牢房內只剩下秦天和金無幻兩人。
秦天再次從乾坤戒中取出銀針,細長的針身在昏暗的光線下泛著冷冽的寒芒。
他走到金無幻面前,神情專注。
指尖捻起一根銀針,動作輕柔卻精準無比,刺入金無幻頭部的穴位。
金無幻的身體猛地一顫,隨即又慢慢放松下來。
秦天的動作沒有絲毫停頓,一根又一根銀針落下,如同最精準的棋手,在金無幻的身上布下一個玄奧的陣法。
時間在寂靜中緩緩流淌。
牢房外,天色逐漸暗淡。
當最后一根銀針落下時,秦天的額頭上已經滲出了細密的汗珠。
他收回手,長長地吁出一口氣,帶著顯而易見的疲憊。
金無幻躺在冰冷的床板上,雙目緊閉,呼吸變得平穩悠長。
秦天站起身,活動了一下有些僵硬的脖頸,打開牢門,走了出去。
走廊里燈光昏暗,拉長了他的身影。
沈婉君果然等在外面,快步迎了上來。
當她看到秦天略顯蒼白的臉色和眼中的疲憊,她秀眉微蹙。
雖然說秦天實力異于常人,但也禁不住連續三次施針,且三次施針都是極度耗費精力的陣法。
沈婉君心疼的擰了擰眉:“很累吧?”
秦天搖了搖頭,笑笑:“還好,只是精神力消耗大了點。”
“金無幻的情況暫時穩住了,那段記憶已經清除了。”
沈婉君松了口氣,但看著秦天疲憊的神色,還是忍不住說道:“你趕緊回去休息吧。”
“剩下的事情,交給我來處理就好。”
秦天卻搖了搖頭,眼神堅定的說道:“不行,嫂子,我還有更重要的事情要做。”
沈婉君不解問道:“什么事比你休息還重要?”
秦天深吸一口氣,目光沉沉的看著沈婉君說道:“嫂子,你還還記得我之前跟你提過,我有重要的事要跟你說嗎?”
沈婉君點了點頭:“記得,怎么了?”
秦天的聲音透著一股冷意。
“金無幻的話,讓我更加確定,大哥的死,絕對和萬魔宗脫不了干系。”
“甚至可能,就和那位神秘的宗主有關。”
“我從米國回來,殲滅了一個萬魔宗小分部,我從他們分部找到了大量卷宗。”
“我打算查閱一下這些卷宗,看看能不能找到什么線索。

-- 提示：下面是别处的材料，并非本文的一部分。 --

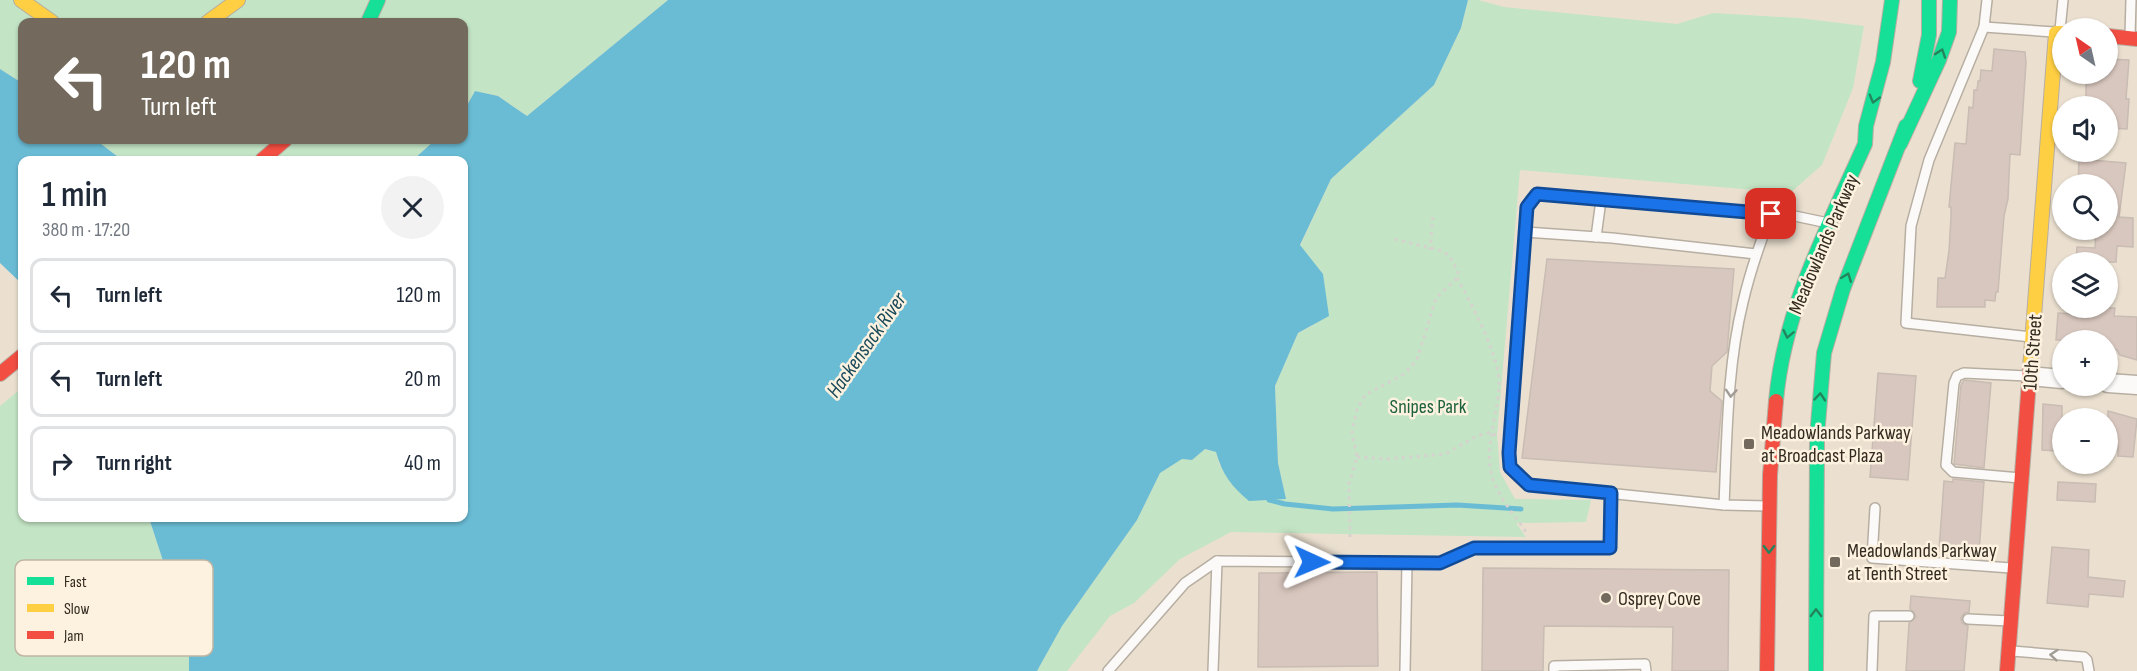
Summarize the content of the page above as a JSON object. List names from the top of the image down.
{
  "streets": {
    "main road": ["Meadowlands Parkway", "10th Street"]
  },
  "water": ["Hackensack River"],
  "parks": ["Snipes Park"],
  "places": {
    "transit": ["Meadowlands Parkway at Broadcast Plaza", "Meadowlands Parkway at Tenth Street"],
    "other": ["Osprey Cove"]
  },
  "legend": ["Fast", "Slow", "Jam"],
  "north": "top left",
  "page": {
    "map_buttons": ["+", "−"],
    "turn": ["120 m", "Turn left"],
    "heading": ["1 min", "380 m · 17:20"],
    "list": [
      {
        "name": "Turn left",
        "value": "120 m"
      },
      {
        "name": "Turn left",
        "value": "20 m"
      },
      {
        "name": "Turn right",
        "value": "40 m"
      }
    ]
  }
}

”
沈婉君看著他眼中的堅定,知道勸說是沒用的了。
這個男人,一旦決定了某件事,便會立刻付諸行動,絕不拖延。
她嘆了口氣,略顯無奈的回道:“行吧,既然你不肯休息,那我陪你一起查,多個人,總能快一些。”
秦天看向沈婉君,眼中閃過一絲暖意,點頭道:“好。”
……
檔案室內。
室內彌漫著陳舊紙張特有的霉味,燈光慘白,成堆的卷宗如山丘一般。
秦天和沈婉君相對而坐,中間隔著一張寬大的木桌,桌面上散亂地堆放著已經翻閱過與等待翻閱的文件。
秦天揉了揉酸脹的太陽穴,眉頭緊蹙。
連續的高度精神集中,讓他眼底布滿了細密的紅血絲。
但就算這樣,他依然再次拿起一份卷宗,開始翻閱。
沈婉君的動作同樣沒有停歇,她纖細的手指快速地翻動著文件,偶爾停下,秀眉緊蹙,似乎在思索著什么。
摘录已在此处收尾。